Content area
Full text
Adele Berlin and Marc Zvi Brettler, editors Michael Fishbane, Consulting Editor The Jewish Study Bible Jewish Publication Society Tanakh Translation Oxford-New York: Oxford University Press, 2004. 2181 pages.
This admirable contribution to the growing library of Jewishly informed aids to Bible study designed for a general audience occupies a newly opened place on the shelf. It offers a completely annotated Tanakh, using the 1985 Jewish Publication Society translation. This is supplemented by introductions to each individual book and by numerous essays exploring Jewish interpretation of the Bible, period by period; the Bible in Jewish life and thought; backgrounds for reading the Bible; and questions of language and textual transmission. Also included are a glossary, tables and charts, chronologies, maps, and a variety of other aids to study. In short, this is an enormous undertaking, a full study Bible produced for the first time from specifically Jewish academic scholarship.
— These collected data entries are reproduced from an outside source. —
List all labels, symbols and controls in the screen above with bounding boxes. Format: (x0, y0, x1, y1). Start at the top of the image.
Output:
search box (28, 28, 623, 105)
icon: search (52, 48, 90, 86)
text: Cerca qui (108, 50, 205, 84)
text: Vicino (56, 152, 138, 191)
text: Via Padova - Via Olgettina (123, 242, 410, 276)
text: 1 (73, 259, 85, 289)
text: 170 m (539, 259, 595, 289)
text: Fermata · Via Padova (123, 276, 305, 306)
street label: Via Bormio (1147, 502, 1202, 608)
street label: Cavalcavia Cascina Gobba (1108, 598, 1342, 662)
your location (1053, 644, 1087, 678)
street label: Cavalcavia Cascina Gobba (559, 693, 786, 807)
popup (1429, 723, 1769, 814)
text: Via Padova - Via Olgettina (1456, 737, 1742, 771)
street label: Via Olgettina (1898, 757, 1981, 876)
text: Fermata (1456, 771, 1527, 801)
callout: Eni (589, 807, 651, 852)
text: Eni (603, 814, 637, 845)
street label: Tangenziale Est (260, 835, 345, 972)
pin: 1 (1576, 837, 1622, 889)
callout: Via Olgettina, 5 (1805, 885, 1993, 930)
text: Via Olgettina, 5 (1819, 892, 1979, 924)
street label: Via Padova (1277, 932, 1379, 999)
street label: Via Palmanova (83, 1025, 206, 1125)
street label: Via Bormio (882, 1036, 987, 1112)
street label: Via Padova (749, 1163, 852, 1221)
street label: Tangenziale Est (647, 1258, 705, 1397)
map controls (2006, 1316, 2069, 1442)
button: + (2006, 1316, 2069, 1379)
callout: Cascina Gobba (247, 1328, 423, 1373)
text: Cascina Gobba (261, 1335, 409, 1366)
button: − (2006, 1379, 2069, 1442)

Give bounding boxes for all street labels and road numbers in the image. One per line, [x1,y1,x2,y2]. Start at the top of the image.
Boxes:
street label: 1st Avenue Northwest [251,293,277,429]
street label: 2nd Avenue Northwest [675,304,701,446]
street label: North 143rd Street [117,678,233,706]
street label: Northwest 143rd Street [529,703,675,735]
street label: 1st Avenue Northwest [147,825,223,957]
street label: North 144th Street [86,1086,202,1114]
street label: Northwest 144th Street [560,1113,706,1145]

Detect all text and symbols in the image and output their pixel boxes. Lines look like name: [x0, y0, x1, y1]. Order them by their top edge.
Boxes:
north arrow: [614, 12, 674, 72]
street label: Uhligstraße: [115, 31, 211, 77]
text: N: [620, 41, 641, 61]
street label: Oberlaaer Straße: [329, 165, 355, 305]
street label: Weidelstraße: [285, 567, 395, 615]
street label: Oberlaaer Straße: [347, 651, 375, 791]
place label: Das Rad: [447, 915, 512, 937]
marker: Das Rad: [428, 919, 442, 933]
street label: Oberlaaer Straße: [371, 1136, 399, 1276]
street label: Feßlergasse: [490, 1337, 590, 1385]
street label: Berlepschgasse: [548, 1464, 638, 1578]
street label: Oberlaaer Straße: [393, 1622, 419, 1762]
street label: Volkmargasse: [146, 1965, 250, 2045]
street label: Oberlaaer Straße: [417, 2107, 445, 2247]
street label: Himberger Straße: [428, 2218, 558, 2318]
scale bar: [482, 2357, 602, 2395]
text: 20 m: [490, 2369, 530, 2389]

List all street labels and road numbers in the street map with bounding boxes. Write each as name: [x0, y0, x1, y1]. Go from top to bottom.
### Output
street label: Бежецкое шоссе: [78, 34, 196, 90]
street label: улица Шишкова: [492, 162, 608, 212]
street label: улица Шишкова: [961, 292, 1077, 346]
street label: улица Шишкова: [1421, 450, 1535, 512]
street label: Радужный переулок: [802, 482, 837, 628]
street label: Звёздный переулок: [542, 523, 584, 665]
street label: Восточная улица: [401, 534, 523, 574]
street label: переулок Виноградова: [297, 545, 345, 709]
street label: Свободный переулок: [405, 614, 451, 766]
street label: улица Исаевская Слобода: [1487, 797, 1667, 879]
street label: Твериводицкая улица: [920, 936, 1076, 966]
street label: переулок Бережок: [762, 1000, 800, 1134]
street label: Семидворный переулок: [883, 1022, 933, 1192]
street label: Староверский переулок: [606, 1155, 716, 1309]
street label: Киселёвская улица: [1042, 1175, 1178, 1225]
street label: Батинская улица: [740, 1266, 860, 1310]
The editors' stated goals are twofold: (1) to convey the best of modern academic scholarship on the Bible, based on the conviction that "this approach does not undermine Judaism . . . but can add significant depth to Jewish belief and values"; and (2) to reflect as broadly as possible "the range of Jewish engagement with Bible over the past two and a half millennia." The contributors make use of a variety of approaches, but all attempt to combine in some way the most up-to-date academic scholarship with awareness of and sensitivity to traditional Jewish interpretation and to the role of the Bible and of specific biblical texts in Jewish life.
Since the editors present this volume as a product of "state-of-the-art scholarship," feminist readers naturally hope to find that its contributors incorporate the wealth of feminist Bible scholarship, whether in the extensive annotations that accompany the text or in the essay materials. In a fine essay entitled "Jewish Women's Scholarly Writings on the Bible," Adele Reinhartz asserts at the outset that "recent biblical scholarship has been witness to the growing visibility of women scholars and the profound impact of feminist criticism." The Jewish Study Bible does exemplify the first aspect of this claim in a serious way. Women scholars are significantly represented as authors of essays, annotators of individual biblical books, and, of course, as one...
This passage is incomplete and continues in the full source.